In the case of the green fluorescent protein analysis, the excitation and emission collection wavelengths were 493 and 518 nm, where they were used for the green fluorescence images and intensity analysis results in the figures 3(c), 4 and 7.

Therefore, the caption of the figure 3 was modified as follows, "Fig. 3 (a) Schematic of fluorescent dye-coupled VEGF on the microbeads. (b) The microbeads photographed with the longpass filter (>630 nm). (c) The dAb-bound fluorescent dye (green fluorescent protein) detected on the surface of the microbeads (d) The merged image for the fluorescent dye and the microbeads.".

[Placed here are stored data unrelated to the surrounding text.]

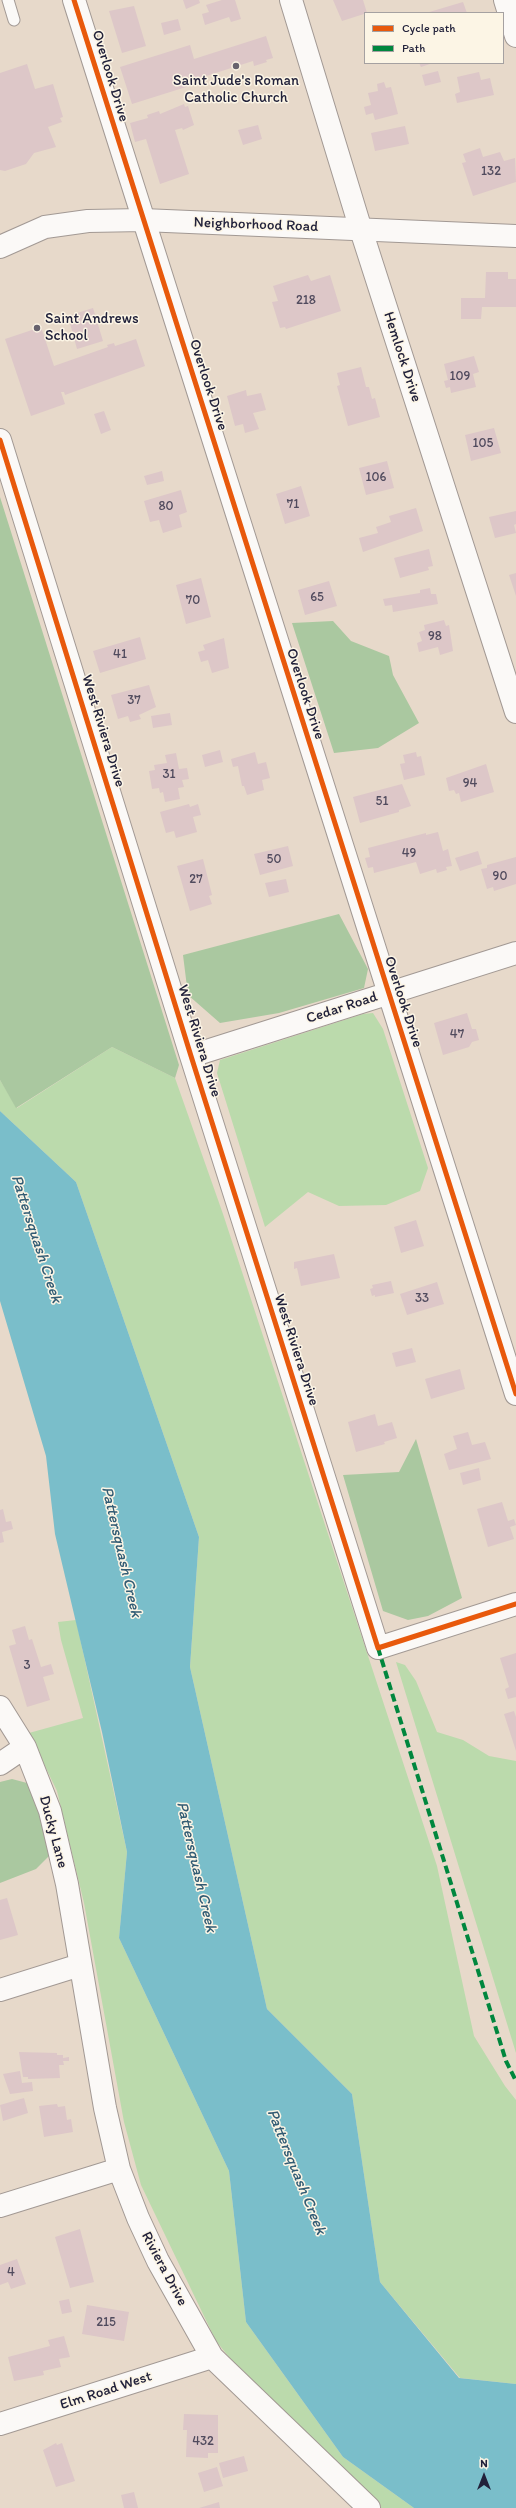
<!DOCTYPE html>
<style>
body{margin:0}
#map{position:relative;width:516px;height:2508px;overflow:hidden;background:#e7d9ca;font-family:Itim,sans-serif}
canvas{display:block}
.legend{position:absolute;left:364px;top:12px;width:140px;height:52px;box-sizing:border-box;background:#fcf5e5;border:1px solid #a5a1a1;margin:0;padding:5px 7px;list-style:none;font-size:12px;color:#22223b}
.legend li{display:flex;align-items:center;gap:8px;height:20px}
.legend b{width:20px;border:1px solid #a5a1a1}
.north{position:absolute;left:464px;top:2456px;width:40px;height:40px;-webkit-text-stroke:3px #fcf5e5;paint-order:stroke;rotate:0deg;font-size:11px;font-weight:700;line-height:16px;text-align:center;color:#22223b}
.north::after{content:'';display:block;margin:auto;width:14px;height:18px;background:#22223b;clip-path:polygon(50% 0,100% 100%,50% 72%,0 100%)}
</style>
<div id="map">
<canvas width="516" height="2508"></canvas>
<ul class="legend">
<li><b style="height:5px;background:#e8590c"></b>Cycle path</li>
<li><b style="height:5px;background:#00873e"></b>Path</li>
</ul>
<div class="north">N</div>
</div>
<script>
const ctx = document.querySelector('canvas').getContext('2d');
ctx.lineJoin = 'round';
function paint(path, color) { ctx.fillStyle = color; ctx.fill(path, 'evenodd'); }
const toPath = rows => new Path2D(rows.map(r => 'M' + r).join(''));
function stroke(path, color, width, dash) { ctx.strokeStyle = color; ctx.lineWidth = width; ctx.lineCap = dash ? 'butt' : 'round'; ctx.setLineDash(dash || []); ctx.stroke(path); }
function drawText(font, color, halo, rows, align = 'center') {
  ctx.font = font + ' Itim,sans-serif'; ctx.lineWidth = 3; ctx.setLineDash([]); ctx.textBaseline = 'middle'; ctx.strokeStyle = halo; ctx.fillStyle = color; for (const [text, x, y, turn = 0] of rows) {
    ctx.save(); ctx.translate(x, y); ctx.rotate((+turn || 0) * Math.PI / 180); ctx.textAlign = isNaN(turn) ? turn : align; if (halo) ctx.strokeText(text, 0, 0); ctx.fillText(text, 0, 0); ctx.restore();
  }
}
paint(toPath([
 [373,1013,383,1029,428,1168,420,1191,386,1205,339,1206,308,1192,265,1227,217,1073,220,1060,363,1014],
 [112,1047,175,1078,223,1214,437,1866,474,2036,505,2086,516,2100,516,2384,460,2378,380,2282,352,2094,267,2009,190,1667,199,1537,76,1182,0,1111,0,1080,17,1108],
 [76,1620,127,1852,119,1938,229,2171,246,2322,343,2457,414,2508,376,2508,296,2440,216,2341,141,2185,124,2122,84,1903,57,1791,29,1733,83,1718,61,1640,58,1622],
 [396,1662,405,1665,416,1681,437,1732,463,1740,489,1756,516,1761,516,2053]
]), '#bbdaac');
paint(toPath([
 [0,497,179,1065,175,1078,112,1047,16,1108,0,1080],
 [333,621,351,641,389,656,393,675,419,723,378,748,334,753,292,623],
 [339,914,368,969,364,988,279,1013,220,1023,188,995,183,955],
 [416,1439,462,1598,428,1616,408,1620,383,1611,343,1475,399,1472],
 [12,1779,27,1783,39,1800,53,1852,36,1869,0,1883,0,1782]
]), '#aac8a0');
paint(toPath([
 [0,1111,76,1182,199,1537,190,1667,267,2009,352,2094,380,2282,459,2378,516,2384,516,2508,414,2508,343,2457,246,2322,229,2171,119,1938,127,1852,102,1732,55,1534,46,1456,0,1301]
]), '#7abeca');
paint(toPath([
 [183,0,199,0,200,3,186,9],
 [222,0,235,0,241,19,231,22,229,17,205,25,202,14,209,12,206,5],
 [333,0,363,0,367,13,342,21],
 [463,2,467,13,426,13],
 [134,6,146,46,122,53,109,11],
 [178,19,181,30,164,35,161,23],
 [266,36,273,58,266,60,267,62,254,66,253,61,200,78,202,82,132,104,120,67,190,45,194,59],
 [419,63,433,63,421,67],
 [27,64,35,89,53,84,63,117,60,118,62,122,48,127,56,147,34,153,26,164,5,171,0,170,0,73],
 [438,71,441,82,425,86,422,75],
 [479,72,481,80,490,78,494,95,457,103,455,94,460,92,457,77],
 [384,82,386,88,391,87,398,114,375,120,373,113,366,115,364,107,371,105,368,93,378,91,377,84],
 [184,104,185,107,188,106,194,125,183,130,182,128,175,130,189,174,160,184,146,139,135,142,130,123,148,118,147,115,159,111,160,114],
 [258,125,262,139,243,145,238,130],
 [405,126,409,144,375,151,371,133],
 [480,148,483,157,500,152,504,161,515,158,516,182,473,196,462,163,466,162,463,154],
 [486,272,508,272,508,279,516,279,516,307,482,307,481,319,461,319,461,298,485,298],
 [308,275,311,281,330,275,341,311,286,329,285,327,280,328,272,302,278,301,273,286],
 [93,308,103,341,77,349,68,316],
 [41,327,54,366,108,347,107,345,114,343,115,346,136,339,145,366,65,395,64,392,61,392,65,404,31,416,5,339],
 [474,356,479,372,473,374,476,387,451,393,450,387,446,388,444,381,448,380,444,364],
 [361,367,366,387,369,387,372,399,375,398,380,417,348,426,337,386,340,385,337,373],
 [246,390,247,396,261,393,266,410,253,413,259,429,245,433,243,424,235,426,227,396],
 [104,411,111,430,101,434,94,414],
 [494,428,501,453,471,461,465,435],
 [387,461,394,488,366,495,359,468],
 [162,471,164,481,147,485,144,476],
 [301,486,310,516,285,524,276,494],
 [181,490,187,512,179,515,182,527,163,533,159,520,150,522,144,501],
 [416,508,423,531,363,552,359,538,378,533,376,527,391,522,389,516],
 [516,511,516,524,514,525,516,533,495,538,489,517],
 [429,549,433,566,428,567,429,570,400,578,394,558],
 [516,573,516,596,509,575],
 [201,578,211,617,186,624,176,585],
 [329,581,337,606,305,615,298,590],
 [430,588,431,594,436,594,438,604,393,612,392,605,385,606,383,599,420,593,420,590],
 [444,620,446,626,449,625,453,651,440,655,438,647,419,652,417,643,422,641,419,632,425,630,424,625],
 [140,637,146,659,100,673,93,651],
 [224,638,229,668,212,673,208,660,201,662,198,652,205,650,203,645],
 [149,685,156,707,139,715,141,719,130,722,128,716,118,719,111,695],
 [170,713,172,725,153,728,151,716],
 [220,750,223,762,205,767,202,755],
 [255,752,258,764,266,762,270,778,262,780,264,790,247,795,244,786,242,786,238,766,233,767,231,759],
 [416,752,417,757,421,756,425,775,404,780,400,764,405,763,403,755],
 [176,753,179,769,187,768,189,779,182,780,184,787,178,788,180,799,165,802,163,792,160,793,159,788,152,789,149,771,155,770,154,765,167,763,165,755],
 [486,764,494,792,461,802,459,793,456,794,454,790,449,791,446,778],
 [402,784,411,806,399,810,399,812,360,823,353,797],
 [189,804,190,807,198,804,201,815,193,817,197,832,176,838,174,831,166,833,160,812],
 [438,832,443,851,448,849,452,866,446,867,447,870,437,873,436,869,420,874,416,862,374,873,373,867,368,868,365,858,370,857,368,848,426,833,426,835],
 [288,846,293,866,260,875,254,854],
 [478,851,482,864,460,871,455,858],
 [516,857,516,884,494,891,493,887,487,889,481,869,487,868,487,865],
 [203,859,212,895,209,896,212,904,190,911,177,866],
 [286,879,289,892,269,897,265,883],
 [467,1013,472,1029,476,1029,479,1040,472,1042,469,1047,443,1055,434,1023],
 [416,1220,424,1246,401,1253,394,1227],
 [334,1254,340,1278,301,1286,297,1268,294,1269,294,1262],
 [391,1281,394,1293,375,1297,375,1295,372,1296,370,1289,373,1288,372,1285],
 [437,1282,444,1304,407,1315,400,1294],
 [412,1348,416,1362,396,1367,392,1353],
 [460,1369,465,1389,431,1399,425,1379],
 [375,1414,378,1426,392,1422,397,1438,384,1442,385,1444,356,1452,348,1422],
 [468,1432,472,1445,485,1442,491,1459,449,1470,444,1454,457,1449,453,1436],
 [479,1468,481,1480,463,1485,460,1473],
 [502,1502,508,1521,514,1519,516,1525,510,1527,514,1539,488,1547,477,1509],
 [3,1509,6,1522,11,1521,13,1529,2,1532,4,1542,0,1543,0,1510],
 [25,1626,29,1640,32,1639,41,1667,51,1664,54,1674,43,1677,50,1700,27,1707,9,1646,16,1644,12,1630],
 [516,1653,516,1697,508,1699,505,1689,509,1687,500,1658],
 [514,1711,516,1717,516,1751,504,1714],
 [7,1898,18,1935,0,1940,0,1900],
 [19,2052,57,2053,57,2055,63,2055,63,2058,69,2057,69,2061,63,2061,64,2065,59,2065,60,2078,28,2079,28,2077,23,2077],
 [20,2071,22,2083,32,2082,33,2091,10,2094,3,2074],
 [24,2098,28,2113,3,2121,0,2105],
 [57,2104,58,2107,65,2106,67,2120,71,2119,73,2132,44,2137,39,2106],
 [80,2229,94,2282,70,2288,55,2237],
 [17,2259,26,2284,11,2289,8,2282,0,2285,0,2265],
 [69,2299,72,2312,62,2314,59,2301],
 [87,2305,129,2312,124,2341,82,2334],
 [64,2336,70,2357,59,2359,61,2367,43,2371,44,2375,14,2381,8,2357,50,2346,48,2340],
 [184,2414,218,2415,218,2453,208,2453,208,2458,186,2457,187,2430,183,2430],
 [56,2443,57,2445,62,2443,75,2481,56,2487,43,2450],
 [244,2456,248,2471,223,2478,219,2463],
 [217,2467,223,2486,204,2492,198,2473],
 [134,2492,138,2508,124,2508,121,2495],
 [219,2502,220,2508,199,2508]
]), '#ddc7c8');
const service = toPath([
 [8,0,14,20]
]);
const minor = toPath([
 [74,0,516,1394],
 [291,0,361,230,516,712],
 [505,0,516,36],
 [0,440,191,1056,378,1648,516,1604],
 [191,1056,516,953],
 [0,1707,25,1747,50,1811,67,1884,105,2108,119,2169,138,2218,158,2261,212,2357,369,2508],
 [0,1764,25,1747],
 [0,1990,80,1965],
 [0,2206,119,2169],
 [0,2424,212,2357]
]);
const tertiary = toPath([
 [0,247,45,227,88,221,143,220,516,236]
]);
stroke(service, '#a29994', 13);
stroke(minor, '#a29994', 24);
stroke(tertiary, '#a29994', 24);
stroke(service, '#fbf9f7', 11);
stroke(minor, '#fbf9f7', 22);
stroke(tertiary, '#fbf9f7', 22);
stroke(toPath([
 [378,1648,506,2061,516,2081]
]), '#00873e', 4, [8, 4]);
stroke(toPath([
 [74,0,516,1394],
 [0,440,191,1056,378,1648,516,1604]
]), '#e8590c', 5);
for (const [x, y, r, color] of [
 [236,66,4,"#67626d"],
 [37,328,4,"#67626d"]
]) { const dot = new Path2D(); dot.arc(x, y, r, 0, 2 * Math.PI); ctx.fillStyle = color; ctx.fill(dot); stroke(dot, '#fcf5e5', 1.5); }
drawText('13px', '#514b5e', null, [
 ["132",491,172],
 ["218",306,301],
 ["109",460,377],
 ["105",483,444],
 ["106",376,478],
 ["71",293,505],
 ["80",166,507],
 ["65",317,598],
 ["70",193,601],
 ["98",435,637],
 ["41",120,655],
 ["37",134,701],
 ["31",169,775],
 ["94",470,784],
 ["51",382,802],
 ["49",409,854],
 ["50",274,860],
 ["90",500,877],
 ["27",196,880],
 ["47",457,1035],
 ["33",422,1299],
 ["3",27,1666],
 ["4",11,2273],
 ["215",106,2323],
 ["432",203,2442]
]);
drawText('15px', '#22223b', '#fcf5e5', [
 ["Overlook Drive",110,76,73],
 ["Neighborhood Road",256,225,2],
 ["Hemlock Drive",402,357,72],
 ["Overlook Drive",208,385,72],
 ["Overlook Drive",305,694,72],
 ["West Riviera Drive",103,731,73],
 ["Overlook Drive",403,1002,72],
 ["Cedar Road",342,1008,-18],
 ["West Riviera Drive",199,1041,73],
 ["West Riviera Drive",296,1350,72],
 ["Ducky Lane",53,1832,75],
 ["Riviera Drive",164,2269,62],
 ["Elm Road West",106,2391,-18]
]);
drawText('15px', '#22223b', '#fcf5e5', [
 ["Saint Jude's Roman",236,81],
 ["Catholic Church",236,98],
 ["Saint Andrews",45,319,"left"],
 ["School",45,336,"left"]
]);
drawText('italic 16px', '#325c74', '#fcf5e5', [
 ["Pattersquash Creek",36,1239,72],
 ["Pattersquash Creek",121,1552,77],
 ["Pattersquash Creek",196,1867,77],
 ["Pattersquash Creek",296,2172,68]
]);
</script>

And, in lines 213-218, the paragraph about figure 3 was modified as follows, "The Fig. 3(b), the microbeads are photographed with long wave pass filter (>630 nm). The red image is based on the relatively high spectral reflectance characteristics of the microbead(ferrite oxide) in the red wavelength (>630 nm) to show the position of the microbeads. The Fig. 3(c) is a fluorescence microscopic image showing that the fluorescent dye is well bound to the surface of the microbead. The merged image represents that the green fluorescent dye is located in the same position as the microbeads, as shown in Fig. 3(d).".

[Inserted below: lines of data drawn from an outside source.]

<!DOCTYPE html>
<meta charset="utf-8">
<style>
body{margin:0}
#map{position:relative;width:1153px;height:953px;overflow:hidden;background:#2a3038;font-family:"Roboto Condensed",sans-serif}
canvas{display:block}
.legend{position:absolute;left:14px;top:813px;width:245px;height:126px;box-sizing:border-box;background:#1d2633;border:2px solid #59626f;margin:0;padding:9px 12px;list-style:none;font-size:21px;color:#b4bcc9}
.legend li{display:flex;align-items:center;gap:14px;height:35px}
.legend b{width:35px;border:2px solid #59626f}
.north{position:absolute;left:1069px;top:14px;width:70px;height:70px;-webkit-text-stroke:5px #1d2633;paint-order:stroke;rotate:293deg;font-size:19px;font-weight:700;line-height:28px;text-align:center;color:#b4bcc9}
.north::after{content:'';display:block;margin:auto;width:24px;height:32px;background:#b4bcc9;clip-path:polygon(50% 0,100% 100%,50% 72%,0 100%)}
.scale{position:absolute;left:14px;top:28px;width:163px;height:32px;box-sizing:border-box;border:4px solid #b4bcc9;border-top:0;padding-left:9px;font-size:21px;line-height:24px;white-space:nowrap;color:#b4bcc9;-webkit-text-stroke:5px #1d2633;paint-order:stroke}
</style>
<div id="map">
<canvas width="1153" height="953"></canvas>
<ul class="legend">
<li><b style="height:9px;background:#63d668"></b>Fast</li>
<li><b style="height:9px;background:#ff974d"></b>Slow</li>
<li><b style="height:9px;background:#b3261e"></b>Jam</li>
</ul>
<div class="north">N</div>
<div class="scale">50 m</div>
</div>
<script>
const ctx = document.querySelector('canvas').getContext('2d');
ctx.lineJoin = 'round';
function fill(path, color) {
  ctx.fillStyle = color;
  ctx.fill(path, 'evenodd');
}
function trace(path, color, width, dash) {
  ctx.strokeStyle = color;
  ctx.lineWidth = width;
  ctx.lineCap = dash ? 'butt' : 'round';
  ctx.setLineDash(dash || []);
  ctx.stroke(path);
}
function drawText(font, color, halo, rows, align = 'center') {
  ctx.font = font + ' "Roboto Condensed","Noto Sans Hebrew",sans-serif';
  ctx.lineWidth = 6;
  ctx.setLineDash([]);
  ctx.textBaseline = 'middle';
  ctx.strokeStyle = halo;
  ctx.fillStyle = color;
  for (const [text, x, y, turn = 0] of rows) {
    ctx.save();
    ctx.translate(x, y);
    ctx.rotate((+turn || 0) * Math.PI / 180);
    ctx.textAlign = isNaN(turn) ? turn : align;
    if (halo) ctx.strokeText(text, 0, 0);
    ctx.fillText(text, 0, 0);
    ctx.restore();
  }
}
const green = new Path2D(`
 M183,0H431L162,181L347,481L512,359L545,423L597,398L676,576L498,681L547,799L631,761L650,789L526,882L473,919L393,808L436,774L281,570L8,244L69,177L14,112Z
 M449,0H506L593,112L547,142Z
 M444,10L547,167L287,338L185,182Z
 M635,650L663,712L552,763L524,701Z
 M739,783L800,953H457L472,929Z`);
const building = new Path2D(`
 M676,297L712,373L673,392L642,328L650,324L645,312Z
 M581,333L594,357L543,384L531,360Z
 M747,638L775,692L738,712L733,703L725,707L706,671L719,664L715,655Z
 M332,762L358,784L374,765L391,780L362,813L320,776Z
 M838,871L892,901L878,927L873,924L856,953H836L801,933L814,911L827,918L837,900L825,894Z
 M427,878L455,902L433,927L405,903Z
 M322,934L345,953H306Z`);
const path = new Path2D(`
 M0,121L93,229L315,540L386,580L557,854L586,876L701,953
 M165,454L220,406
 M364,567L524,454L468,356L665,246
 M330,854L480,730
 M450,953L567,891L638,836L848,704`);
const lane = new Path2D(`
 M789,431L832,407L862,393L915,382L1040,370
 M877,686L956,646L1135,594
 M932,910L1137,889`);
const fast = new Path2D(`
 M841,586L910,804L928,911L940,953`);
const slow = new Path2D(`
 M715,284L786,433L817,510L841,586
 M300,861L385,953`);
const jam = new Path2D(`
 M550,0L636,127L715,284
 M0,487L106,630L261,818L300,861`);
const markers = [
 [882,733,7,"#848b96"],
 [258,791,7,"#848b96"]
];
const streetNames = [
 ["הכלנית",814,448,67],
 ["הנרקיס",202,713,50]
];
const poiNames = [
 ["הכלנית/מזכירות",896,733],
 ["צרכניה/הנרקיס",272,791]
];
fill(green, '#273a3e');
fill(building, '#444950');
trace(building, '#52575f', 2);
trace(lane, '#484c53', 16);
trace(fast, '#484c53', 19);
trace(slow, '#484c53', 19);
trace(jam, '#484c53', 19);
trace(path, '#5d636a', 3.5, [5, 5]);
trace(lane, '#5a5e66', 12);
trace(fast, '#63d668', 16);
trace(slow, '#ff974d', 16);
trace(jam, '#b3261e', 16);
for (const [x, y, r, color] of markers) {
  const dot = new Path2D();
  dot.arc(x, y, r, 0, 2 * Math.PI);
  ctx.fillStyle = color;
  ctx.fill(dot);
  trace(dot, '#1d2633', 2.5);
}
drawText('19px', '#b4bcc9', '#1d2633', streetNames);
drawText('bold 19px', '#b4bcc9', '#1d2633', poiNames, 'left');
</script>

(2) To demonstrate the high sensitivity of this techniques as claimed by the authors, they should either compare the level of VEGF used in this experiment with that of the real diseased sample or they should perform the VEGF monitoring with a real clinical sample.

• As shown in the Figure 7, the sensitivity of the simplified FLISA using microfluidic platform is enough to distinguish with 0 g mL^-1. Comparing with the real disease samples, the VEGF level is detected in the range of 0.2~3.0 ng mL^-1 concentration.
• The detection limit of the 1 ng mL^-1 VEGF concentration still can be a criterion for judgement, that is meaningful to catch up a criteria of clinical sign. In the manuscript, the references about the VEGF concentration of real clinical sample from ophthalmic disorder patients, which had been described in lines 242-244, including the references [42, 43] as below.
• Lines 242-244: "The microbead FLISA protocol shows the possibility of a 0.2~3.0 ng mL^-1 range of VEGF level detecting, which can be a criterion for clinical signs for diagnosis and treatment. [42, 43]".
• References: "[42] Shimada, H.; Akaza, E.; Yuzawa, M.; Kawashima, M. Concentration gradient of vascular endothelial growth factor in the vitreous of eyes with diabetic macular edema. Invest. Ophthalmol. Vis. Sci. 2009, 50, 2953-2955.", and "[43] Aiello, L. P.; Avery, R. L.; Arrigg, P. G.; Keyt, B. A.; Jampel, H. D.; Shah, S. T.; Pasquale, L. R.; Thieme, H.; Iwamoto, M. A.; Park, J. E.; Nguyen, H. V.; Aiello, L. M.; Ferrara, N.; King, G. L. Vascular endothelial growth factor in ocular fluid of patients with diabetic retinopathy and other retinal disorders. N. Engl. J. Med. 1994, 331, 1480-1487.".
• The mentioned references and our results as above, we also had been discussed in the end of paragraph in the section 3.2 as follows,
• Lines 319-322: "As a result, VEGF detection can be accomplished to resolution with ng mL^-1 through the fluorescence area ratio analysis (A_f/A_b) via 3-dimensional microfluidic system employing the one-step simplified microbead FLISA protocol. The detecting VEGF level using a 3D microfluidic disk can be diagnosis for clinical signs of retinal disorders."

Author Response File: Author Response.pdf

Round 2

Reviewer 1 Report

The authors have well addressed my questions.